People v. Blackwood

In People v. Blackwood (1983) 138 Cal.App.3d 939, the defendant was charged with attempting to escape from prison. A temporary employee of the prison testified at the preliminary hearing about the defendant's efforts to escape into his truck from a loading dock. By the time of trial, the witness no longer worked for the state, and he was with his wife on a driving tour to Alaska and Canada. The prosecution notified law enforcement authorities in Alaska and Canada and provided a description of the witness's vehicle. The witness was found in Alaska and the prosecution offered to pay his travel expenses to return. The witness refused to leave his wife and luggage, and explained they were about to board a ship for Seattle. The trial court found the witness was unavailable. (Id. at pp. 945-946.) Blackwood held the prosecution failed to use due diligence because it knew the witness's location and failed to use the Uniform Act to obtain the witness's attendance. (Blackwood, supra, 138 Cal.App.3d at p. 947.) "It is neither an answer nor a fulfillment of the requirements of the Evidence Code to suggest, as the People do, that the prosecution was not required to obtain interstate process because most likely neither Alaska nor Washington would have issued a subpoena due to the undue hardship to the witness. A guess by the prosecutor, the trial court or an appellate court about what the courts of Alaska or Washington might have done if requested to issue a subpoena for the witness pursuant to the uniform act, simply does not satisfy the requisite showing of inability under Evidence Code section 240, subdivision (a)(5). The prosecution's duty was to invoke the uniform act, not to decide whether such action would be fruitful. '"The possibility of a refusal is not the equivalent of asking and receiving a rebuff.'" "To the People's alternate contention that there was not enough time to secure such process, the answer is the same.
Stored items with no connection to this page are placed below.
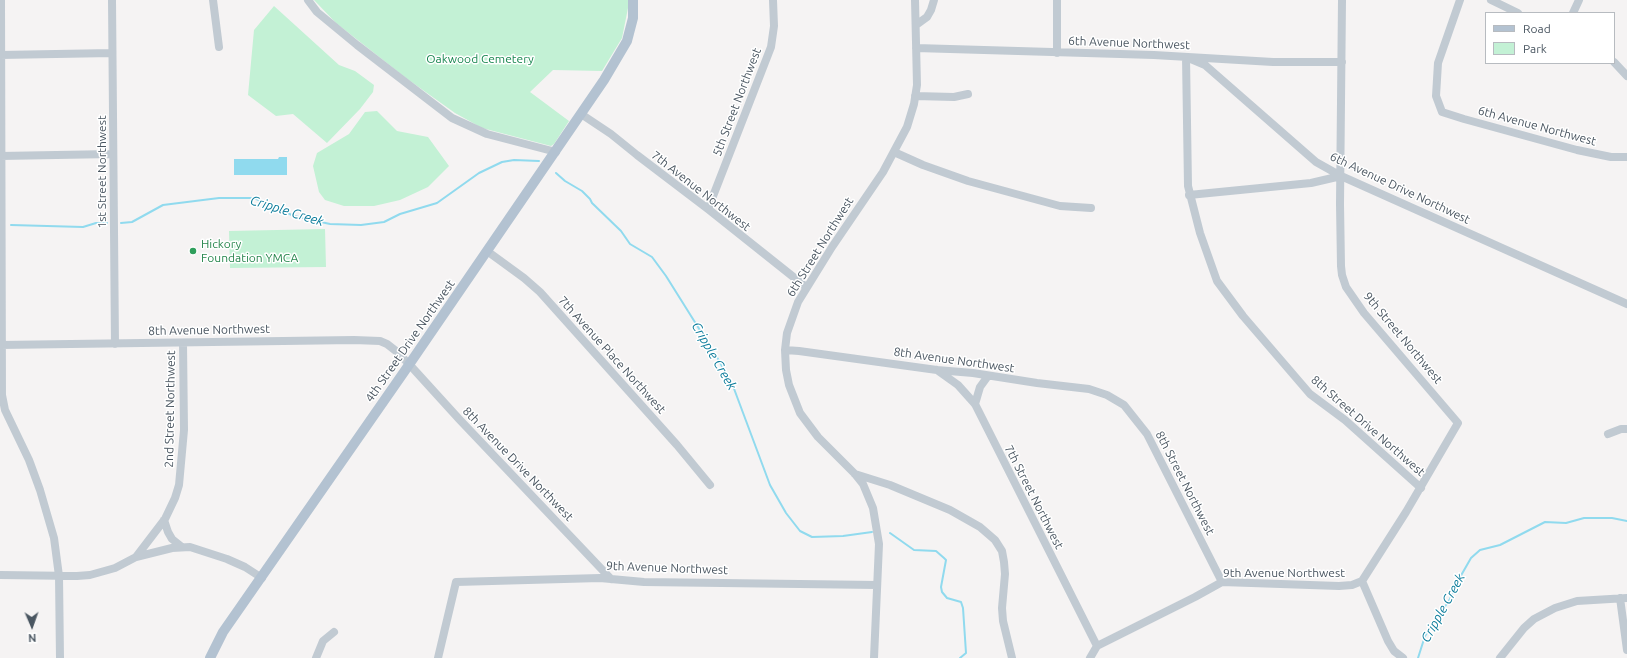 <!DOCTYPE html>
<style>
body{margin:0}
#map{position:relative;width:1627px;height:658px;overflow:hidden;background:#f5f3f3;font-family:Ubuntu,sans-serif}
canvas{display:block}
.legend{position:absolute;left:1485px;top:12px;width:130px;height:52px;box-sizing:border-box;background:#fff;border:1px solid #b7bbc0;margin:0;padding:5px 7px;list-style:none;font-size:12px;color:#4a5661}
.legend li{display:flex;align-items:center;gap:8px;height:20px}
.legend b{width:20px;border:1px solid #b7bbc0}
.north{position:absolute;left:12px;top:606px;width:40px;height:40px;-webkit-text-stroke:3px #fff;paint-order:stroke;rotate:178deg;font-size:11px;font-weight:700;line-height:16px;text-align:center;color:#4a5661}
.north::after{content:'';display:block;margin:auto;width:14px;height:18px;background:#4a5661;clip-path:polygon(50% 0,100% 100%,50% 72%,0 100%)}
</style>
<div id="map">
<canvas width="1627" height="658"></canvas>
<ul class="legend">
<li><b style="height:5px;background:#b3c2d1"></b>Road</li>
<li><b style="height:11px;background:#c3f1d5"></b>Park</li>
</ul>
<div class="north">N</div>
</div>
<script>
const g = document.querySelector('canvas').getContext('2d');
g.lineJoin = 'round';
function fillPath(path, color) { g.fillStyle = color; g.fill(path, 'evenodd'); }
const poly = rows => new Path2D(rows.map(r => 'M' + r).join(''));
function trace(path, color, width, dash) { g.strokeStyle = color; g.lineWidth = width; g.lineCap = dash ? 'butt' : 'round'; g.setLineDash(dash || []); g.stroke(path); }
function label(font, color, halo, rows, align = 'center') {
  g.font = font + ' Ubuntu,sans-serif'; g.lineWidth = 3; g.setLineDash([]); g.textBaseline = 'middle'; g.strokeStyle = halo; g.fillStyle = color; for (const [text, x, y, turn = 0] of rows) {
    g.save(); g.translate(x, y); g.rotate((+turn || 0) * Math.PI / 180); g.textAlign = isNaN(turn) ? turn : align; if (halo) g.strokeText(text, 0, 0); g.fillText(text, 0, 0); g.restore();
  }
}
fillPath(poly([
 [314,0,629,0,629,3,622,38,602,71,553,70,530,92,569,121,554,144,551,146,482,128,455,113,406,78,336,23],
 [274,6,339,65,355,71,374,85,373,92,360,109,327,143,293,114,276,116,248,95,254,30],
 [377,111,397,131,428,137,449,166,428,187,400,200,374,206,344,206,325,200,319,192,313,166,317,153,349,134,365,112],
 [325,229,326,267,230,268,229,231]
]), '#c3f1d5');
fillPath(poly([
 [279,157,287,157,287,175,234,175,234,159,278,159]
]), '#90daee');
trace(poly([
 [556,173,565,181,582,191,590,199,592,203,621,231,630,244,652,257,666,276,718,359,733,386,770,485,786,513,800,531,812,537,843,536,872,532],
 [121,223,132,222,163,205,219,198,254,198,294,216,330,224,361,225,384,222,400,214,437,203,479,173,502,162,514,160,539,161],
 [11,225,83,227,96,223,107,223],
 [890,533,914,550,936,551,944,558,946,560,941,587,942,592,947,598,961,602,963,608,966,653,960,658],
 [1418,658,1425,636,1450,599,1459,579,1471,558,1480,550,1500,545,1545,522,1566,523,1584,518,1612,518,1627,521]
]), '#90daee', 2);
trace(poly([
 [1,0,2,395,5,410,29,460,40,490,54,538,59,576,60,658],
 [112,0,115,344],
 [213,0,219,47],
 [308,0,317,12,357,45,452,118,487,134,556,152],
 [1057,0,1057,53],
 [1460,0,1438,63,1436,96,1442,112,1464,119,1577,150,1611,157,1627,157],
 [1491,0,1518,13],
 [1573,13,1579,0],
 [916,25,927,17,931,10,934,0],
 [916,48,1154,55,1273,62,1342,62],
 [0,55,112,53],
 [1614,62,1627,76],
 [915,96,954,97,968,94],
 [581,114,611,134,637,155,708,209,806,287],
 [894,152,923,165,968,181,1060,206,1091,208],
 [0,156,113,154],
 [1189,195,1311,183,1341,176],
 [708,209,771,47,774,26,773,0],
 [487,251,524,278,540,292,677,445,710,485],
 [0,345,354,340,380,341,387,344,396,351,409,364,459,419,611,579],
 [785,350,799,351,937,370,973,373,1037,383,1089,389,1107,395,1124,405,1147,434,1222,582],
 [937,370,958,385,975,404,1097,646],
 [975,404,980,387,988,376],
 [1608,434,1621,429,1627,429],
 [855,474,890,485,950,510,980,527,995,540,1002,551,1004,562,1005,574,1002,608,1003,621,1012,658],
 [1421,488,1345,420,1310,394,1243,316,1217,281,1200,233,1188,186,1186,57,1205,65,1316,162,1341,176,1627,304],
 [164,520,168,532,172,539,182,547],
 [136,557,165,519,175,498,179,485,184,430,183,343],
 [0,575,77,576,90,575,115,568,136,557,172,548,190,547,227,559,245,567,262,578],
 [1362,581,1388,641,1394,651,1403,658],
 [1620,598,1627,650],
 [316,658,323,641,334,632],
 [438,658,456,582,600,578,644,582,877,585],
 [874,658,879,544,873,508,863,484,855,474,818,437,800,413,789,385,786,370,785,350,787,333,798,302,832,247,883,172,907,127,914,104,917,85,915,0],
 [1090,658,1097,646,1195,597,1222,582,1339,586,1352,585,1362,581,1406,512,1458,423,1364,313,1346,287,1342,275,1341,266,1340,204,1342,0],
 [1500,658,1524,628,1534,619,1555,608,1577,601,1627,598]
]), '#c1cad2', 8);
trace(poly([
 [210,658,223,632,404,372,604,80,627,41,633,18,633,0]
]), '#b3c2d1', 10);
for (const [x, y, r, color] of [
 [193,251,4,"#2e9e5b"]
]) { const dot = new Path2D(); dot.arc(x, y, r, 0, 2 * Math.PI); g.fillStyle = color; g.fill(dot); trace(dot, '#fff', 1.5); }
label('12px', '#4a5661', '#fff', [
 ["6th Avenue Northwest",1129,43,2],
 ["5th Street Northwest",737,102,-69],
 ["6th Avenue Northwest",1537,126,15],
 ["1st Street Northwest",102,172,-90],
 ["6th Avenue Drive Northwest",1400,188,25],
 ["7th Avenue Northwest",701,191,38],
 ["6th Street Northwest",820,247,-58],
 ["8th Avenue Northwest",209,330,-1],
 ["9th Street Northwest",1403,338,50],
 ["4th Street Drive Northwest",410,341,-55],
 ["7th Avenue Place Northwest",612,355,48],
 ["8th Avenue Northwest",954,360,8],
 ["2nd Street Northwest",170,409,-89],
 ["8th Street Drive Northwest",1368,426,41],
 ["8th Avenue Drive Northwest",518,464,46],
 ["8th Street Northwest",1185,483,63],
 ["7th Street Northwest",1034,497,63],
 ["9th Avenue Northwest",667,568,2],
 ["9th Avenue Northwest",1284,573]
]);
label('12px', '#17864f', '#fff', [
 ["Oakwood Cemetery",480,59]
]);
label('12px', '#27864d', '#fff', [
 ["Hickory",201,244],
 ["Foundation YMCA",201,258]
], 'left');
label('italic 13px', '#0c7c9b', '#fff', [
 ["Cripple Creek",287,211,17],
 ["Cripple Creek",714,356,60],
 ["Cripple Creek",1443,608,-61]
]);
</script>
The prosecution's burden under Evidence Code section 240, subdivision (a)(5) is to demonstrate that it 'exercised reasonable diligence but has been unable to procure the absent declarant's attendance by the court's process.' Reasonable diligence demands that the attempt be made to secure process under the uniform act. Only if it in fact becomes impossible to secure the process, has the prosecution sustained its burden. No such showing was made." (Id. at p. 947.)